● **ACTIVITY**: Go line by line through the entries below and copy those containing the string "from".

● **EXTRACTED MATERIAL**:

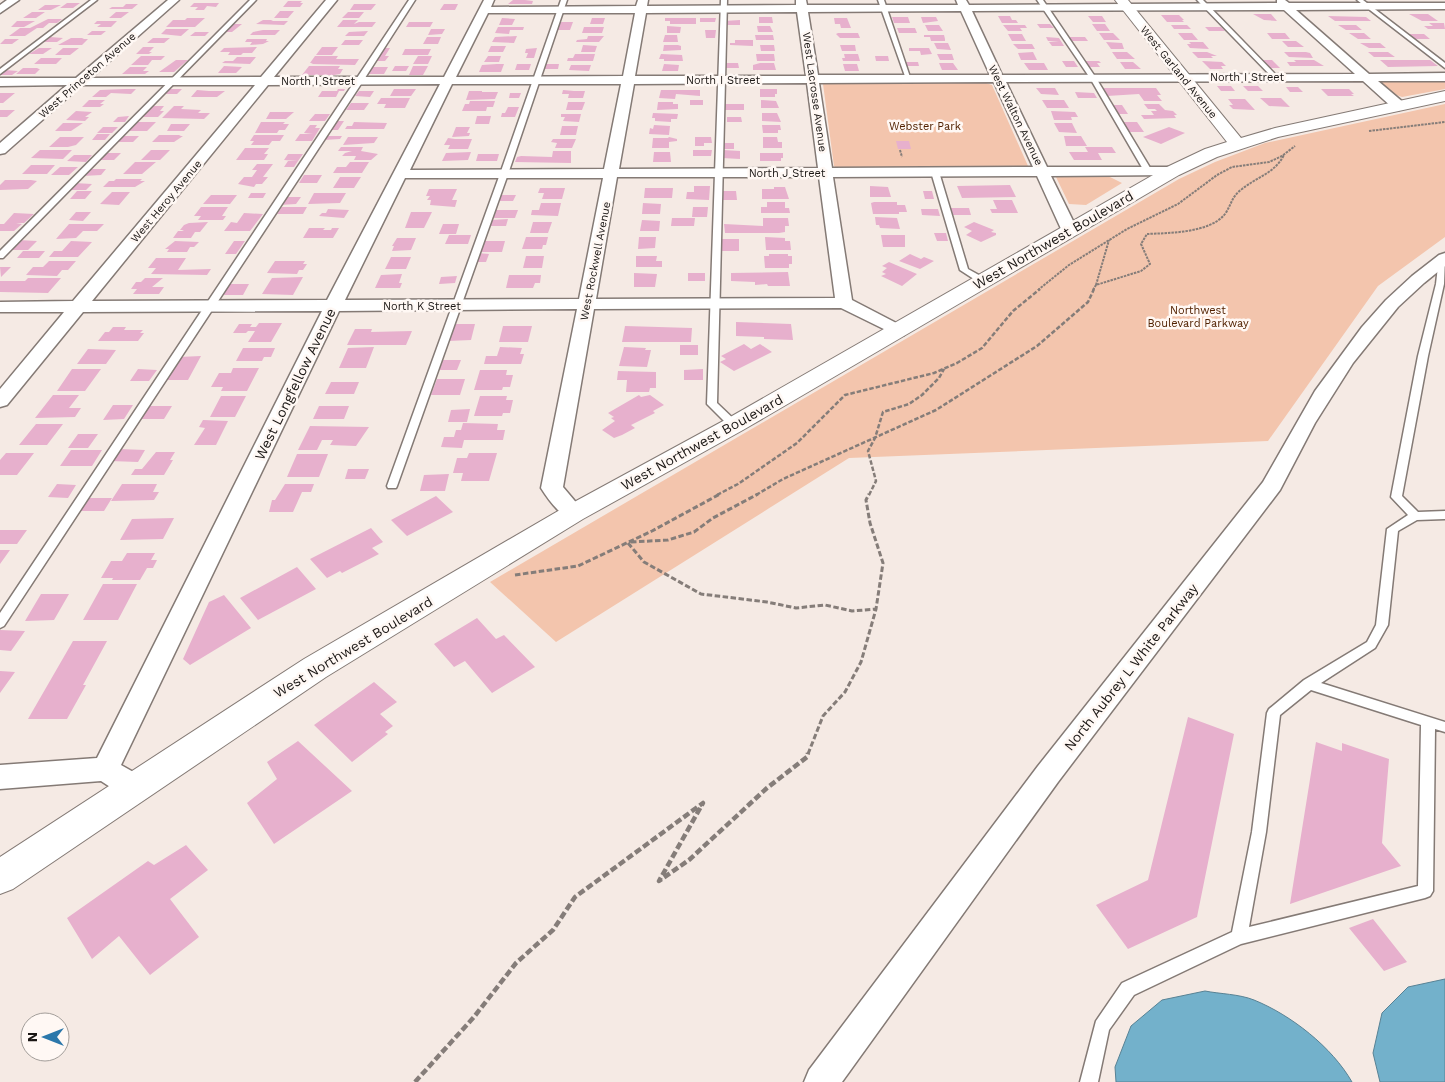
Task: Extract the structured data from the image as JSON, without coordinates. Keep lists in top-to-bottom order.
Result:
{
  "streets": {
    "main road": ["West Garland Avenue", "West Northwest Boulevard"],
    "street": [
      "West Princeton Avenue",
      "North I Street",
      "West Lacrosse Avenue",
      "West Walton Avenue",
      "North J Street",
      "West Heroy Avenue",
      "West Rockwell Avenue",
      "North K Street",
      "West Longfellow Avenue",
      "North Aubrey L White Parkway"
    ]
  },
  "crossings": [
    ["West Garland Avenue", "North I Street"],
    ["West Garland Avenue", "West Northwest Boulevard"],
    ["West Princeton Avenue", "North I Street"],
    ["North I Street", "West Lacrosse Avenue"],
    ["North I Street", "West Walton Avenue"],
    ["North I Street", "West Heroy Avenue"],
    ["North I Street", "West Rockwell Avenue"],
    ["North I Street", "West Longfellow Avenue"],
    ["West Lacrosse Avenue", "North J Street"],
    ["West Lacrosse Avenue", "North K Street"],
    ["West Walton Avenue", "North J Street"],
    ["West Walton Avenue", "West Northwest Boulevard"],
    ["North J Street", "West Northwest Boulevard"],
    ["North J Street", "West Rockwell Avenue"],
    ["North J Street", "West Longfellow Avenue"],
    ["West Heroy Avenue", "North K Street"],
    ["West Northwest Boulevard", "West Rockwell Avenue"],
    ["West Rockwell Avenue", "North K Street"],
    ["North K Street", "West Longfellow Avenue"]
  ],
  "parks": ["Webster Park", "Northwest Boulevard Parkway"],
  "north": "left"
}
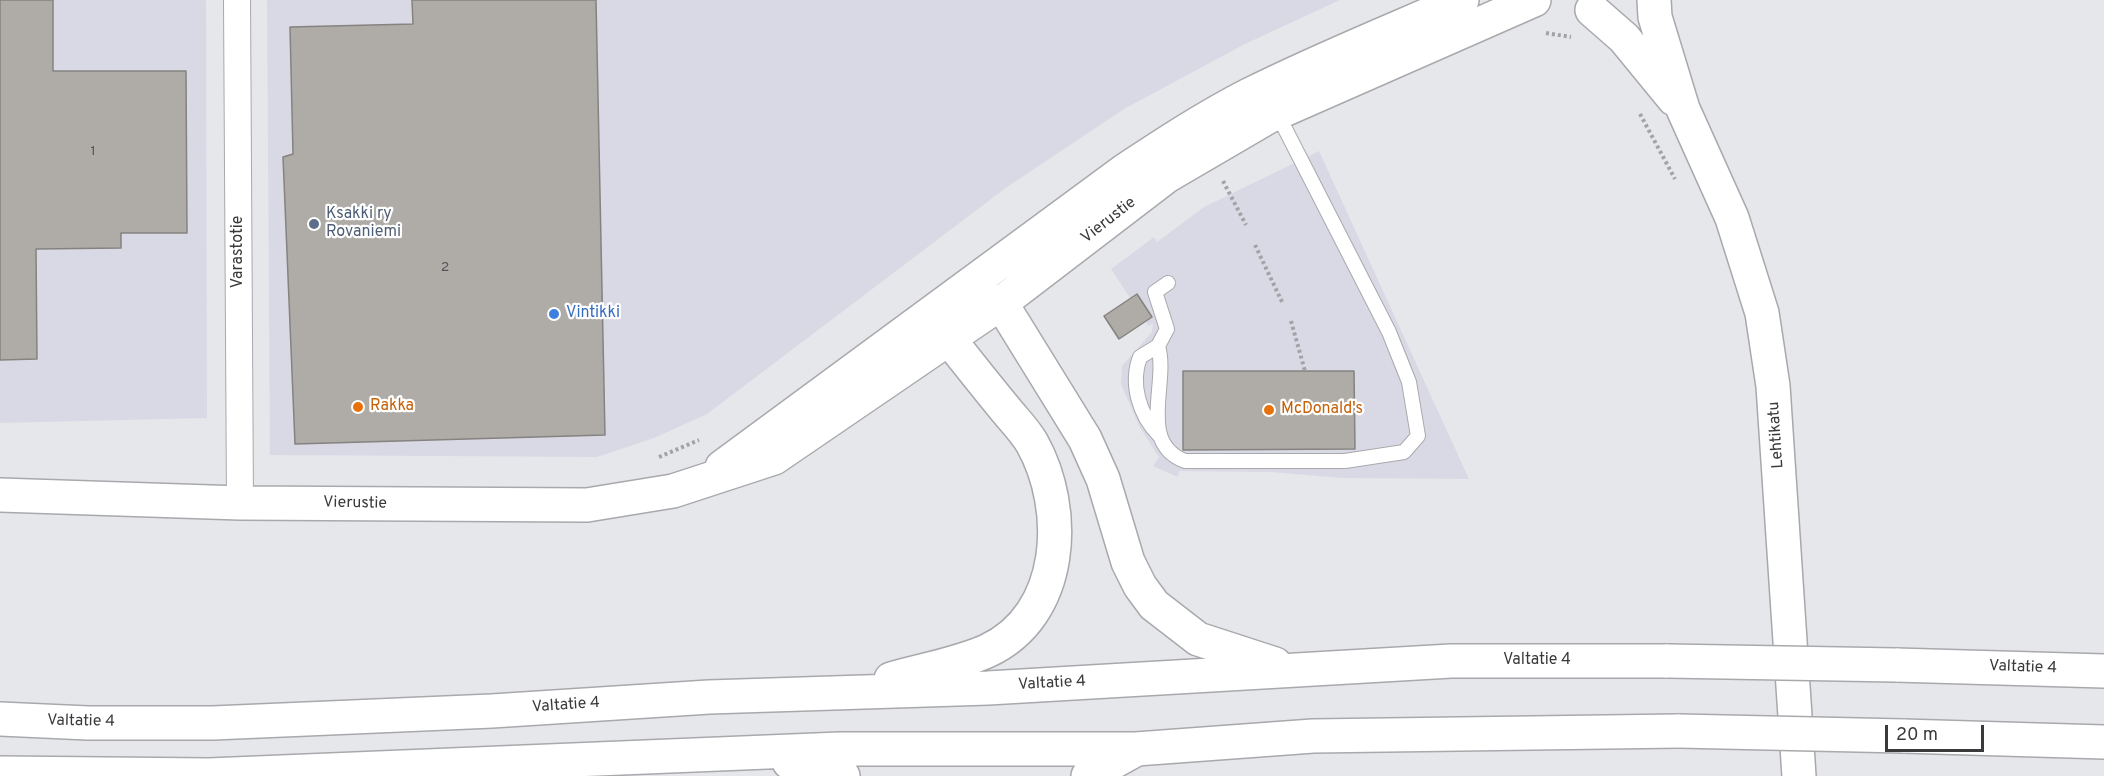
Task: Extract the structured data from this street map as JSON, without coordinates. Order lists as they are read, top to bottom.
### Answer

● **ANSWER TO THE PROBLEM**:
Task: Extract the structured data from the image as JSON, without coordinates. Keep lists in top-to-bottom order.
Task: Extract the structured data from this street map as JSON, without coordinates. Order lists as they are read, top to bottom.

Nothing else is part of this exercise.